Go line by line through the entries below and count those containing the string "linecap"; give only the count.
****************
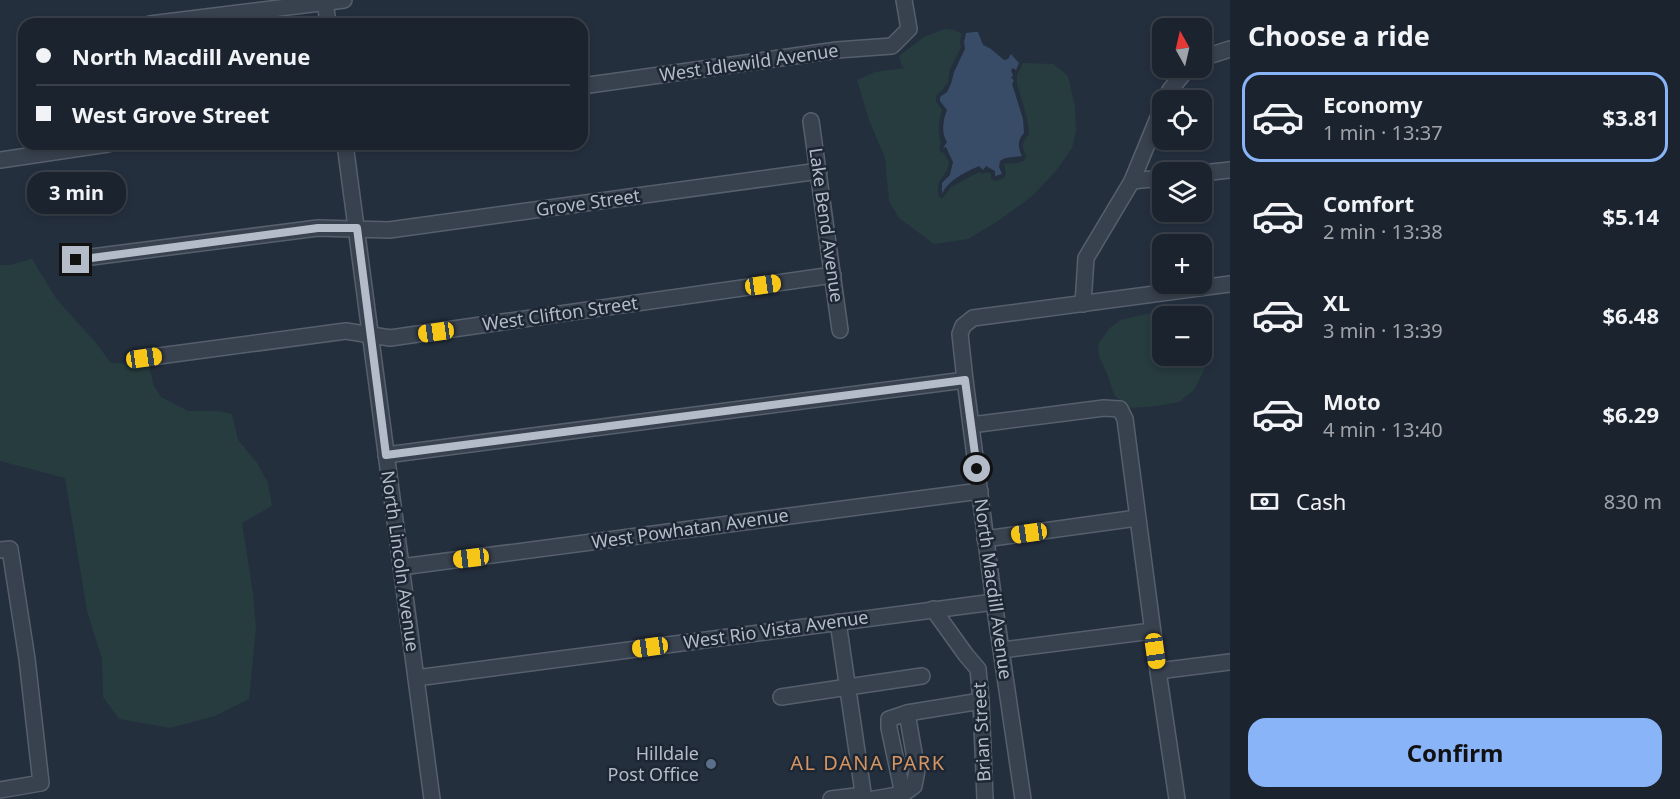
<!DOCTYPE html>
<meta charset="utf-8">
<style>
:root{--surface:#1b232e;--page:#282f3a;--text:#f1f3f6;--muted:#a0a4aa;--line:#39404a;--accent:#8ab4f8}
body{margin:0;font-family:"Noto Sans",sans-serif;background:var(--page);color:var(--text);height:100vh;display:flex;flex-direction:column;font-size:22px;white-space:nowrap}
*{box-sizing:border-box;margin:0}
p{font-size:20px;color:var(--muted)}
.icon{flex:none;width:33px;height:33px;fill:none;stroke:currentColor;stroke-width:2;stroke-linecap:round;stroke-linejoin:round}
.map{position:relative;flex:1;overflow:hidden}
.panel{display:flex;flex-direction:column;background:var(--surface);width:450px}
.panel>*{flex:none}
.hud{position:absolute;left:18px;top:18px;width:570px;height:132px;border-radius:18px;box-shadow:0 3px 9px #0003,0 0 0 2px var(--line);display:grid;align-content:center;height:132px;padding:0 18px;background:var(--surface)}
.needle{width:39px;rotate:352deg}
.fabs{position:absolute;left:1152px;top:18px;display:grid;gap:12px}
.fabs a{display:grid;place-items:center;width:60px;height:60px;border-radius:12px;background:var(--surface);box-shadow:0 3px 9px #0003,0 0 0 2px var(--line);font-size:30px}
.end{position:absolute;width:27px;height:27px;margin:-14px;border:8px solid #b4bcc9;background:#111;box-shadow:0 0 0 3px #111}
.from{border-radius:50%}
.bubble{position:absolute;height:42px;border-radius:18px;background:var(--surface);box-shadow:0 3px 9px #0003,0 0 0 2px var(--line);font-size:20px;font-weight:700;line-height:42px;text-align:center}
.car{position:absolute;width:18px;height:36px;margin:-18px -9px;border-radius:8px;box-shadow:0 0 4px 2px #0007;background:linear-gradient(#f5c518 24%,#345 0 40%,#f5c518 0 76%,#345 0 86%,#f5c518 0)}
.hud b{display:flex;align-items:center;gap:21px;height:57px;font-size:22px}
.hud b+b{border-top:2px solid var(--line)}
.hud i{width:15px;height:15px;background:var(--text)}
ul{padding:0;list-style:none}
li{display:flex;align-items:center;gap:18px;height:90px;margin:0 12px 9px;padding:0 6px;border:3px solid transparent;border-radius:18px}
li div{flex:1}
li b{display:block;font-size:22px}
li em{font-style:normal;font-weight:700}
li.selected{border-color:var(--accent)}
li>.icon{width:54px;height:54px;stroke-width:1.5}
h2{padding:0 18px;font-size:27px;line-height:72px}
.pay{display:flex;align-items:center;gap:15px;height:66px;padding:0 18px;font-size:22px}
.pay p{margin-inline-start:auto}
.cta{display:flex;gap:12px;margin-top:auto;padding:12px 18px}
.cta a{flex:1;height:69px;border-radius:18px;background:var(--accent);color:#111;font-size:24px;font-weight:700;line-height:69px;text-align:center}
main{display:flex;flex:1;min-height:0}
.map>svg:first-child{display:block}
.green{fill:#263c3f;fill-rule:evenodd}
.water{fill:#394c67}
.lines{fill:none;stroke-linecap:round;stroke-linejoin:round}
.minor-casing{stroke:#565f6c;stroke-width:18}
.minor{stroke:#38414e;stroke-width:15}
.route{stroke:#b4bcc9;stroke-width:8}
.service-dot{fill:#5c6f8a;stroke:#1d2633;stroke-width:2}
.labels{text-anchor:middle;stroke-width:5;stroke-linejoin:round;paint-order:stroke}
.street-label{font-size:18px;fill:#b4bcc9;stroke:#1d2633}
.poi-label{font-size:18px;fill:#b4bcc9;stroke:#1d2633;text-anchor:end}
.neighbourhood-label{font-size:20px;letter-spacing:1.5px;fill:#d59563;stroke:#1d2633}
</style>
<main>
<div class="map">
<svg width="1230" height="799" viewBox="0 0 1230 799">
<rect width="100%" height="100%" fill="#242f3e"/>
<!-- green -->
<g class="green">
<path d="M 944,29 L 954,30 L 962,34 L 960,41 L 961,47 L 950,69 L 948,82 L 943,89 L 936,96 L 936,102 L 942,110 C 939,119 937,133 941,142 L 939,149 L 941,152 L 944,153 L 949,162 C 947,179 934,178 939,197 L 943,198 L 951,187 L 979,172 L 982,174 L 987,172 L 991,174 L 991,178 L 994,181 L 1003,179 L 1006,174 L 1004,164 C 1009,163 1019,164 1023,161 C 1029,157 1023,152 1023,147 C 1022,143 1026,138 1029,134 L 1027,118 L 1017,84 L 1017,75 L 1023,63 L 1053,64 L 1068,76 L 1075,107 L 1076,131 L 1072,148 L 1056,171 L 1031,197 L 998,221 L 968,239 L 934,244 L 899,218 L 889,201 L 885,158 L 869,120 L 857,80 L 875,72 L 905,68 L 902,66 L 899,56 L 924,37 Z"/>
<polygon points="32,259 56,298 96,343 111,363 149,364 153,384 161,397 188,411 217,411 232,414 238,440 257,463 268,483 272,506 242,523 253,593 256,628 249,699 215,716 170,728 119,719 103,697 102,659 87,611 65,478 0,461 0,265 10,265"/>
<path d="M 1206,306 L 1212,339 L 1212,354 L 1194,390 L 1179,402 L 1157,406 L 1130,408 L 1114,395 L 1108,376 L 1099,356 L 1098,344 L 1110,328 L 1120,320 L 1170,309 ZM 1162,316 L 1202,316 L 1202,356 L 1162,356 Z"/>
</g>
<!-- water -->
<path class="water" d="M 974,32 L 978,32 L 983,45 L 991,49 L 1004,60 L 1008,59 L 1011,54 L 1019,63 L 1016,70 L 1013,68 L 1011,70 L 1013,75 L 1011,78 L 1014,80 L 1012,84 L 1023,119 L 1024,133 C 1017,140 1018,148 1022,156 L 1005,158 L 1000,161 L 999,167 L 1002,174 L 995,176 L 995,171 L 986,166 L 983,170 L 979,166 C 966,172 948,180 942,194 L 942,183 L 950,175 L 953,162 L 946,147 L 943,148 L 947,142 C 941,134 943,119 947,110 L 940,101 L 940,97 L 947,92 L 951,84 L 954,72 L 965,49 L 964,42 L 966,33 Z"/>
<g class="lines">
<defs>
<g id="minor">
<polyline points="325,0 328,24"/>
<polyline points="150,24 344,0"/>
<polyline points="1202,58 1230,49"/>
<polyline points="582,86 837,50 892,46 909,29 904,0"/>
<polyline points="1165,100 1170,90 1188,68"/>
<polyline points="811,121 840,330"/>
<polyline points="345,144 432,799"/>
<polyline points="0,160 108,144"/>
<polyline points="1202,173 1230,170"/>
<polyline points="1132,181 1162,178"/>
<polyline points="76,259 318,228 389,230 819,171"/>
<polyline points="1083,304 1086,258 1132,181 1162,108"/>
<polyline points="144,358 346,331 390,338 833,275"/>
<polyline points="971,425 1104,408 1120,409 1125,419 1158,671 1177,799"/>
<polyline points="386,455 965,380"/>
<polyline points="985,539 1137,518"/>
<polyline points="0,550 10,549 27,659 41,783 0,790"/>
<polyline points="401,567 980,491"/>
<polyline points="933,609 966,655 978,669 981,701 985,799"/>
<polyline points="838,622 864,799"/>
<polyline points="1002,650 1152,631"/>
<polyline points="1158,671 1230,662"/>
<polyline points="416,678 994,602"/>
<polyline points="781,697 922,676"/>
<polyline points="903,794 889,728 889,719 907,713 981,701"/>
<polyline points="831,799 863,795"/>
<polyline points="874,799 903,794 914,786 917,770 907,713"/>
<polyline points="1023,799 994,602 965,380 960,334 963,326 973,318 1230,284"/>
</g>
</defs>
<!-- minor casing -->
<use href="#minor" class="minor-casing"/>
<!-- minor -->
<use href="#minor" class="minor"/>
</g>
<g class="lines">
<!-- route -->
<polyline class="route" points="76,260 318,228 357,228 386,455 965,380 977,469"/>
</g>
<!-- markers -->
<circle class="service-dot" cx="711" cy="764" r="6"/>
<g class="labels">
<!-- street labels -->
<g class="street-label">
<text transform="translate(749 63) rotate(-8)" y="6">West Idlewild Avenue</text>
<text transform="translate(588 203) rotate(-8)" y="6">Grove Street</text>
<text transform="translate(826 225) rotate(82)" y="6">Lake Bend Avenue</text>
<text transform="translate(560 314) rotate(-8)" y="6">West Clifton Street</text>
<text transform="translate(690 529) rotate(-8)" y="6">West Powhatan Avenue</text>
<text transform="translate(400 561) rotate(82)" y="6">North Lincoln Avenue</text>
<text transform="translate(993 589) rotate(82)" y="6">North Macdill Avenue</text>
<text transform="translate(776 630) rotate(-8)" y="6">West Rio Vista Avenue</text>
<text transform="translate(982 732) rotate(-93)" y="6">Brian Street</text>
</g>
<!-- poi labels -->
<g class="poi-label">
<text x="699" y="760">Hilldale<tspan x="699" dy="21">Post Office</tspan></text>
</g>
<!-- neighbourhood labels -->
<g class="neighbourhood-label">
<text x="868" y="770">AL DANA PARK</text>
</g>
</g>
</svg>
<div class="fabs">
<a><svg class="needle" viewBox="-14 -14 28 28"><path d="M0-13l5 13h-10z" fill="#e53935"/><path d="M0 13l5-13h-10z" fill="#a0a4aa"/></svg></a>
<a><svg class="icon" aria-label="locate" viewBox="0 0 24 24"><circle cx="12" cy="12" r="6"/><path d="M12 2v4M12 18v4M2 12h4M18 12h4"/></svg></a>
<a><svg class="icon" aria-label="layers" viewBox="0 0 24 24"><path d="M12 4l9 5-9 5-9-5zM3 14l9 5 9-5"/></svg></a>
<a>+</a>
<a>−</a>
</div>
<i class="end from" style="left:977px;top:469px"></i>
<i class="end" style="left:76px;top:260px"></i>
<div class="bubble" style="left:27px;top:172px;width:99px">3 min</div>
<i class="car" style="left:763px;top:285px;rotate:82deg"></i>
<i class="car" style="left:436px;top:332px;rotate:262deg"></i>
<i class="car" style="left:144px;top:358px;rotate:82deg"></i>
<i class="car" style="left:1029px;top:533px;rotate:262deg"></i>
<i class="car" style="left:471px;top:558px;rotate:263deg"></i>
<i class="car" style="left:650px;top:647px;rotate:262deg"></i>
<i class="car" style="left:1155px;top:651px;rotate:172deg"></i>
<div class="hud">
<b><i class="from"></i>North Macdill Avenue</b>
<b><i></i>West Grove Street</b>
</div>
</div>
<section class="panel">
<h2>Choose a ride</h2>
<ul>
<li class="selected"><svg class="icon" aria-label="car" viewBox="0 0 24 24"><path d="M5 17H2v-5l4-1 3-4h7l3 4 3 1v5h-3M9 17h6M6 11h13"/><circle cx="7" cy="17" r="2"/><circle cx="17" cy="17" r="2"/></svg><div><b>Economy</b><p>1 min · 13:37</p></div><em>$3.81</em></li>
<li><svg class="icon" aria-label="car" viewBox="0 0 24 24"><path d="M5 17H2v-5l4-1 3-4h7l3 4 3 1v5h-3M9 17h6M6 11h13"/><circle cx="7" cy="17" r="2"/><circle cx="17" cy="17" r="2"/></svg><div><b>Comfort</b><p>2 min · 13:38</p></div><em>$5.14</em></li>
<li><svg class="icon" aria-label="car" viewBox="0 0 24 24"><path d="M5 17H2v-5l4-1 3-4h7l3 4 3 1v5h-3M9 17h6M6 11h13"/><circle cx="7" cy="17" r="2"/><circle cx="17" cy="17" r="2"/></svg><div><b>XL</b><p>3 min · 13:39</p></div><em>$6.48</em></li>
<li><svg class="icon" aria-label="car" viewBox="0 0 24 24"><path d="M5 17H2v-5l4-1 3-4h7l3 4 3 1v5h-3M9 17h6M6 11h13"/><circle cx="7" cy="17" r="2"/><circle cx="17" cy="17" r="2"/></svg><div><b>Moto</b><p>4 min · 13:40</p></div><em>$6.29</em></li>
</ul>
<div class="pay"><svg class="icon" aria-label="cash" viewBox="0 0 24 24"><path d="M3 7h18v10H3z"/><circle cx="12" cy="12" r="2"/></svg>Cash<p>830 m</p></div>
<div class="cta"><a>Confirm</a></div>
</section>
</main>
****************
__Solution__. 2